What kinds of isolation can Enclave provide?
Multitenancy is a key property of most cloud computing service models, which makes isolation a critical component of most cloud computing security models. Aptible customers often need to explain to their own customers what kinds of isolation they provide, and what kinds of isolation are possible on the Aptible platform.
The Reference Architecture Diagram helps illustrate some of the following concepts.
All Aptible resources are deployed using Amazon Web Services. AWS operates and secures the physical data centers that produce the underlying compute, storage, and networking functionality needed to run your apps and databases.
When you provision an Aptible stack, you can specify the AWS Region where you want to run. An alternate geographic Region stores database backups. Data processing and storage is guaranteed to occur only within the US, for US stacks, and is guaranteed to occur only in the EU, for EU stacks.
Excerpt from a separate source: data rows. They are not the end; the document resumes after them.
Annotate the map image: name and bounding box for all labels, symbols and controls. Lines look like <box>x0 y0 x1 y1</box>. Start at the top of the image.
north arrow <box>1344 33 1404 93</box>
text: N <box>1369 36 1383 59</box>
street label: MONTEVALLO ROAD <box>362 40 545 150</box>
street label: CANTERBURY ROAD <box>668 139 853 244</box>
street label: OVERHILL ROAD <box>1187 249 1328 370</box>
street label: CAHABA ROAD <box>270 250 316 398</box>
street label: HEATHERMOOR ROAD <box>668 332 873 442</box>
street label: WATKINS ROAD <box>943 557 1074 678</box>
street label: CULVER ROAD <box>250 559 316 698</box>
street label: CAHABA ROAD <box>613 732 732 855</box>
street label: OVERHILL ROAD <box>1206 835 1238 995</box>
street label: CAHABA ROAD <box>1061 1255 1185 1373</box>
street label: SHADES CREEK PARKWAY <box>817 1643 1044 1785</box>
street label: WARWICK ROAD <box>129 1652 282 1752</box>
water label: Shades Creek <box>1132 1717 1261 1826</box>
When you scale an Aptible app service to two or more containers, the containers will be automatically deployed across multiple AWS Availability Zones in the same Region.
An Aptible “stack” is an AWS Virtual Private Cloud provisioned with EC2, ELB, and EBS assets and Aptible platform software. When you provision a dedicated stack on Aptible, you receive your own VPC, meaning you receive your own private and public subnets.
You can provide network level isolation for your customers by provisioning a separate, isolated Aptible stack for them with a VPC add-on. The new stack will receive its own dedicated VPC and backing resources.
The Aptible layers where you apps and databases run are backed by AWS EC2 instances, or hosts. Each host is deployed in a single VPC. On a dedicated stack, this means you are the only Aptible customer using those EC2 virtual servers.
In a dedicated stack, these EC2 instances are AWS Dedicated Instances, meaning Aptible is the sole tenant of the underlying hardware. The AWS hypervisor enforces isolation between EC2 hosts running on the same underlying hardware.
Within a stack, the EC2 hosts are organized into Aptible services layers. Each EC2 instance belongs to only one layer, isolating against failures in other layers:
- App Layer: Runs your app containers, terminates SSL.
- Database Layer: Runs your database containers.
- Bastion Layer: Provides backend SSH access to your stack, builds your Docker images.
Because Aptible may need to rotate or deprovision the hosts in your stack to avoid disruptions in service, we do not expose the ability for you to select which specific hosts in your stack will perform a given workload.
You can provide host-level isolation for your customers, by provisioning them a separate, isolated Aptible stack, with Aptible’s VPC add-on.
Aptible environments are used for access control. Each environment runs on a specific stack. Each stack can support multiple environments. Note that when you use environments to separate apps or databases, those resources will share networks and underlying hosts.
You can use separate environments to isolate access to specific apps or databases to specific members of your organization.
Aptible uses Docker to build and run your app and database containers. Each container is a lightweight virtual machine that isolates Linux processes running on the same underlying host. Containers are generally isolated from each other, but are the weakest level of isolation.
You can provide container-level isolation for your customers by provisioning them separate apps and databases.